Though there is a lesson to be learned, here, I did appreciate that it wasn't overly heavy-handed, and that Brandy doesn't experience massive regrets about the entire experience.  As she says, teenagers don't have regrets.  She feels bad about hurting Cameron's feelings but doesn't suddenly decide that she's in love with him or that she should only have been fooling around with him.  Sex with Rusty Waters (which, yes, spoiler alert, she eventually has) isn't all she hoped it would be, but she doesn't think she will regret losing her virginity to him-- as she says, he's hot, and he plays the guitar, and it'll be a great story to tell her friends.  I liked that while she did mature a bit over the course of the movie, she didn't have some sudden turnaround at the end.
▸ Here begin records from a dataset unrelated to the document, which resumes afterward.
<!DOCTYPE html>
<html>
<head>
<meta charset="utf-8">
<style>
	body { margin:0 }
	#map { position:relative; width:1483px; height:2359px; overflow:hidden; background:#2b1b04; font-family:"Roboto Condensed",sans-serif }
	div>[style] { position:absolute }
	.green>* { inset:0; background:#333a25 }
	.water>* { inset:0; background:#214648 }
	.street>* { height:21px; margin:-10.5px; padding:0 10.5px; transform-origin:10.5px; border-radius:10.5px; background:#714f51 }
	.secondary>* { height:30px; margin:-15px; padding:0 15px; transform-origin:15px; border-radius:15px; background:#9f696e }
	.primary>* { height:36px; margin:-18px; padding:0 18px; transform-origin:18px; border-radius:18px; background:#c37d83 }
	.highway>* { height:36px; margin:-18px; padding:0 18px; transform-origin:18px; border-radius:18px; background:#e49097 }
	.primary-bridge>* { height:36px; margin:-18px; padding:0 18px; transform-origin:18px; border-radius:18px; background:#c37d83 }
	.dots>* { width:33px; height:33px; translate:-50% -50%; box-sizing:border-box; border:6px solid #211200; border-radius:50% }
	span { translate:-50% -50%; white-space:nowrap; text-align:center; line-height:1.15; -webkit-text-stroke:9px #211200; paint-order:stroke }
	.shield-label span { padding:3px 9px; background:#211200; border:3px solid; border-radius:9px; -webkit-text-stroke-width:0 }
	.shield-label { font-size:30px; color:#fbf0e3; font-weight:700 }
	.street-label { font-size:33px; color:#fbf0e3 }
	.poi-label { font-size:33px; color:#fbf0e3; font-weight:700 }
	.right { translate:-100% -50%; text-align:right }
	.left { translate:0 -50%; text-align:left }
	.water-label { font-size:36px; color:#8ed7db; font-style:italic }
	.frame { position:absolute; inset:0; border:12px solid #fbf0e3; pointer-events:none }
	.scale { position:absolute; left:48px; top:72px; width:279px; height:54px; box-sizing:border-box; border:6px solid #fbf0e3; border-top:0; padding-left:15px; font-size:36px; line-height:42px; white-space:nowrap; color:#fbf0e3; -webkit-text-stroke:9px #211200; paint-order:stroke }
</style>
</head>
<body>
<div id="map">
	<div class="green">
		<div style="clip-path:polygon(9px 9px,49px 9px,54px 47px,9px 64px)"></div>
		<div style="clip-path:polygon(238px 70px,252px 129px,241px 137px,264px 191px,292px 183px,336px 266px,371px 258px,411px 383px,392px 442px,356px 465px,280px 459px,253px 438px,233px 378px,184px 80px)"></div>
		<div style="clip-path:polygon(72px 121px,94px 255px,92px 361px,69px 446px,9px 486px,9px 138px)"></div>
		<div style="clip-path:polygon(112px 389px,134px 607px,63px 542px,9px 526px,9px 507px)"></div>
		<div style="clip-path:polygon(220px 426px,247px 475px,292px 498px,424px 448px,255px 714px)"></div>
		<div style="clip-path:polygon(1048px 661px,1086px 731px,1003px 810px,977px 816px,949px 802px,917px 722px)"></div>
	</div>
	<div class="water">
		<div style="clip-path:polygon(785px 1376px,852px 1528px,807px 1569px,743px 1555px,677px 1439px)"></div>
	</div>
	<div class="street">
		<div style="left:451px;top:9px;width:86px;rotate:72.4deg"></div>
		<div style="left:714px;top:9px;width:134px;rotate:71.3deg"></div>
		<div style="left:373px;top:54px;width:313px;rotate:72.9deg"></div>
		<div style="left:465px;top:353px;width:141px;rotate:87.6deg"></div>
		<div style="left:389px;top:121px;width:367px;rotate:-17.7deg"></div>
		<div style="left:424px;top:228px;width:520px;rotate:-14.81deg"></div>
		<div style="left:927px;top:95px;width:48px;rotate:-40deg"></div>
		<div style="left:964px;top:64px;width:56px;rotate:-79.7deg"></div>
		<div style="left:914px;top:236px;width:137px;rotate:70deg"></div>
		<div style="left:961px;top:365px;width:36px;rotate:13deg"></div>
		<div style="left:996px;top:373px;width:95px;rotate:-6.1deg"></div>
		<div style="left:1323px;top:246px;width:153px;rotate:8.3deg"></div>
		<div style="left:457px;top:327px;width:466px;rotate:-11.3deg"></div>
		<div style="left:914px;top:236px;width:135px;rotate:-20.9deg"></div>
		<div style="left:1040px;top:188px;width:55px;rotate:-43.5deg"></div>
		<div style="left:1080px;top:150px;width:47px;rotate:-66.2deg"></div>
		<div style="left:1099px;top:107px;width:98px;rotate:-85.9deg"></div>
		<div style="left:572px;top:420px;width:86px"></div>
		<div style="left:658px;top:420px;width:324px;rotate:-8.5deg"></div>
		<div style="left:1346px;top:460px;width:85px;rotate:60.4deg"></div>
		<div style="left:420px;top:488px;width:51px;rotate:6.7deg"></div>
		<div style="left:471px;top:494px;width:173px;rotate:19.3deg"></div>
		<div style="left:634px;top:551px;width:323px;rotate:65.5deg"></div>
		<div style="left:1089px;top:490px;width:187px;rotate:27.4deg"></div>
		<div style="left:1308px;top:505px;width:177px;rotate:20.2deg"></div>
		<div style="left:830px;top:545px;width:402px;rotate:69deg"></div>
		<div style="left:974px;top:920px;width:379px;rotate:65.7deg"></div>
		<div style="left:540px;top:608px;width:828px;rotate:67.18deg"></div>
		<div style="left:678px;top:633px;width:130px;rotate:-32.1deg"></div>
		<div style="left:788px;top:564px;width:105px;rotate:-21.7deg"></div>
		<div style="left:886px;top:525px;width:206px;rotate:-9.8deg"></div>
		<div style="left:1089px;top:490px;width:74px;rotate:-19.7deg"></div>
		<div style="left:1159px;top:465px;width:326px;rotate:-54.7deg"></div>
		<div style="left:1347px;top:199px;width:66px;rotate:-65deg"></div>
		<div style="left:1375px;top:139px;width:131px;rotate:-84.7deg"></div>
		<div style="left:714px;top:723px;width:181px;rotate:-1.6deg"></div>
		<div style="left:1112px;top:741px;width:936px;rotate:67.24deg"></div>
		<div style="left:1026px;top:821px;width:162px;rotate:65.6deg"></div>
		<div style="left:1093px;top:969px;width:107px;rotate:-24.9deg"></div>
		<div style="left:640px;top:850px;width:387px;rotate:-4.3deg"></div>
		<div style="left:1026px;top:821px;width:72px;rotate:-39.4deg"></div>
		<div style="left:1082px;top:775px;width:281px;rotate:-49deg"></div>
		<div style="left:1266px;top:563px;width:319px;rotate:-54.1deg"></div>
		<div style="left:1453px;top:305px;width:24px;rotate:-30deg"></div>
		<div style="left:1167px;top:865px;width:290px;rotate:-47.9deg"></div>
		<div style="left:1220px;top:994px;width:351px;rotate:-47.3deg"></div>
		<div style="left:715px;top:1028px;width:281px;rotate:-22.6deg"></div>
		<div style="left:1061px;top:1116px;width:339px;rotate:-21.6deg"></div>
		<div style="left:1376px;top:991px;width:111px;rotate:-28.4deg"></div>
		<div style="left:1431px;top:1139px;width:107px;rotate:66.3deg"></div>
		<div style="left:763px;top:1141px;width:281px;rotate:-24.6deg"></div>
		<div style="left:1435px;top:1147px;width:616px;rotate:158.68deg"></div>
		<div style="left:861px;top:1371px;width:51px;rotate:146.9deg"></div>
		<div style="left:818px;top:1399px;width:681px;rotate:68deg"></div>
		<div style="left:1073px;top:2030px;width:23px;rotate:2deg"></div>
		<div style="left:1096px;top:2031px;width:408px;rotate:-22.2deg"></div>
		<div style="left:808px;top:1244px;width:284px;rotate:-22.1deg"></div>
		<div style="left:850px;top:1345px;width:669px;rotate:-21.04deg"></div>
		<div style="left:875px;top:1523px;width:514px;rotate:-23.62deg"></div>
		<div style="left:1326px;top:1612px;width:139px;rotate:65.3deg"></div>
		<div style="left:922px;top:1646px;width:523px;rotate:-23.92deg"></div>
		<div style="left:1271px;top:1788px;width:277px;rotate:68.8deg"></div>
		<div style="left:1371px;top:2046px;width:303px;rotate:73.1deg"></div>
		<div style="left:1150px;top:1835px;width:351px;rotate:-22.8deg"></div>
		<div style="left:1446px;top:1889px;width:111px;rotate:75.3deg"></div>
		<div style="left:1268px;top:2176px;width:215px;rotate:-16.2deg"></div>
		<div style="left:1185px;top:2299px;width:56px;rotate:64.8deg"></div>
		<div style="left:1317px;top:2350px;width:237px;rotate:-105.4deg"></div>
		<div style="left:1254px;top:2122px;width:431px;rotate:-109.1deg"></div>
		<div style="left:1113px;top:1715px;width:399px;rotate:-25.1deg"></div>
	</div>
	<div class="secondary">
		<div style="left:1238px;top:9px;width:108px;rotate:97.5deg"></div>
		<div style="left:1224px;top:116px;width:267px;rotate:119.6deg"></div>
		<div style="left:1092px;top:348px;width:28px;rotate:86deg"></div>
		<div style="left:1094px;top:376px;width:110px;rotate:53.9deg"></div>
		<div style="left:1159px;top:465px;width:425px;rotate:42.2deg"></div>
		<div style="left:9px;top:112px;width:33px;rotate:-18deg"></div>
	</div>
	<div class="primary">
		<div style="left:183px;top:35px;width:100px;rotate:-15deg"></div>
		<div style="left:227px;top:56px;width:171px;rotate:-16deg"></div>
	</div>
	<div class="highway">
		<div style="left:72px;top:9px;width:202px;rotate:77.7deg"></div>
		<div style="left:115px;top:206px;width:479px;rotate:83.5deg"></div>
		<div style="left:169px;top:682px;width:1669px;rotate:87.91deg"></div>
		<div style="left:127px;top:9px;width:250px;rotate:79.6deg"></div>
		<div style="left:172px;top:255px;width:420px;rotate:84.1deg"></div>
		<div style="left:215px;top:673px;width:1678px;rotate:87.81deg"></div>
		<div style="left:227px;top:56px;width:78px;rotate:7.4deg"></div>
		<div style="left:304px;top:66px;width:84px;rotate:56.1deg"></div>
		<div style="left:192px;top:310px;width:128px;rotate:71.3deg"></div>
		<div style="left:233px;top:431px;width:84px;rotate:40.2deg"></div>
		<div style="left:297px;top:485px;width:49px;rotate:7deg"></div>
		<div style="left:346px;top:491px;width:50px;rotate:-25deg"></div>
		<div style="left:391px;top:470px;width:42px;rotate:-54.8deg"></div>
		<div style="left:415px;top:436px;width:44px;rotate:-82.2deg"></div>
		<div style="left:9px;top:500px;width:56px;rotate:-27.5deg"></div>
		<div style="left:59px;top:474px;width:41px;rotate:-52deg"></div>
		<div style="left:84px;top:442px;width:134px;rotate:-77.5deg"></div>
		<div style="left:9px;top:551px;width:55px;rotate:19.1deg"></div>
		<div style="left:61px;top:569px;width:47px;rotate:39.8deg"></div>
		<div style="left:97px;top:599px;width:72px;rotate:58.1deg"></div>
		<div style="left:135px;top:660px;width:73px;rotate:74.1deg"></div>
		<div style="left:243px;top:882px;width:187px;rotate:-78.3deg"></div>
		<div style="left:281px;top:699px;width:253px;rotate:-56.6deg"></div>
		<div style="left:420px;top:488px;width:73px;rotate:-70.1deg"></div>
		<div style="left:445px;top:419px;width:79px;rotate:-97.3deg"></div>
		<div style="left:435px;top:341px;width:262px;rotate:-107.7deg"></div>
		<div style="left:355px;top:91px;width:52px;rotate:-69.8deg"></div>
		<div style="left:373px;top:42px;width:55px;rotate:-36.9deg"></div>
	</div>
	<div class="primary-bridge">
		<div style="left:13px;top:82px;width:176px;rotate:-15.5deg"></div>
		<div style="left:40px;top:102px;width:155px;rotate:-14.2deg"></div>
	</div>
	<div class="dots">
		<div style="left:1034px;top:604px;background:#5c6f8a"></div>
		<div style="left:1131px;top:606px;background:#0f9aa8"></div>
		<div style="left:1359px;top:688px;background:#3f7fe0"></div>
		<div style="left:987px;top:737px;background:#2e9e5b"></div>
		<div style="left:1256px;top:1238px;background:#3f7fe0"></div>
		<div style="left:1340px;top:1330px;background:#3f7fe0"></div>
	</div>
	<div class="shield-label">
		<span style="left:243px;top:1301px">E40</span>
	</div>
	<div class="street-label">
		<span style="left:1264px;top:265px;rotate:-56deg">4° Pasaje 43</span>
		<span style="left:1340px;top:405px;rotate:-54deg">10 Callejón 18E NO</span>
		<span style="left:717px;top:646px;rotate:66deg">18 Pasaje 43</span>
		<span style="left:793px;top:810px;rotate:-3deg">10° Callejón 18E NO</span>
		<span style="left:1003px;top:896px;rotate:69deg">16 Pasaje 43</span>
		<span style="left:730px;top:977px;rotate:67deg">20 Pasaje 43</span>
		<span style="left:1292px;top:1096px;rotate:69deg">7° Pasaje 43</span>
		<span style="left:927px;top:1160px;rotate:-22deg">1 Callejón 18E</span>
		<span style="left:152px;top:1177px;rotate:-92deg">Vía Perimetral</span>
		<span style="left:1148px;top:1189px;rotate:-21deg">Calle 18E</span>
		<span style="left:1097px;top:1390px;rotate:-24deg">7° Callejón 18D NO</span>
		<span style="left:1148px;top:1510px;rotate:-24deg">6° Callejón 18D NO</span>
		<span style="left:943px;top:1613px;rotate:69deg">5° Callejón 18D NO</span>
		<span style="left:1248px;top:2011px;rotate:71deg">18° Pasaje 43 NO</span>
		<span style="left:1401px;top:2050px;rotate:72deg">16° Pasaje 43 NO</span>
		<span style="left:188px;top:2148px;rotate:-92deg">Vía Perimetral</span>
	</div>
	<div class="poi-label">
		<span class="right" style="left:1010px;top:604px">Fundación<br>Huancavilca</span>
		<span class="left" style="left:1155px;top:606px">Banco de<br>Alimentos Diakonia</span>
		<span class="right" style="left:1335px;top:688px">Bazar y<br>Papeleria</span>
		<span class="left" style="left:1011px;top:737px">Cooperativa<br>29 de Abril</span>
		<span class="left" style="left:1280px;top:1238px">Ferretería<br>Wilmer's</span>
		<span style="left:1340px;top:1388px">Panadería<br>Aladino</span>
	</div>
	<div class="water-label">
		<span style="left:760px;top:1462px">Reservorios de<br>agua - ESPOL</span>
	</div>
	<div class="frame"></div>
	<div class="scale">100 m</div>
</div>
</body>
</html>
On a more minor note, I also enjoyed Connie Britton and Clark Gregg as Brandy and Amber's parents.  Their dad is completely freaked out about the idea of his daughters having sex but manages to keep walking in on them doing it; he has only ever had sex with his wife and is a little crushed to learn that she had sex with other people before him.  Their mom is open enough about talking about sex with her daughters to make me, personally-- and at times them-- a little uncomfortable. 

As is perhaps expected from a teen sex comedy, there is some gross-out humor involved.  I didn't mind most of it, but couldn't really deal with a scene where Brandy literally eats shit.  Seriously: this is something that I have seen happen at least three times in movies but have never heard of happening in real life.  Why?  Why do movies have to go there?

In spite of that one regrettable scene, though, I liked the movie as a whole.  Good performances, good characters, decent story.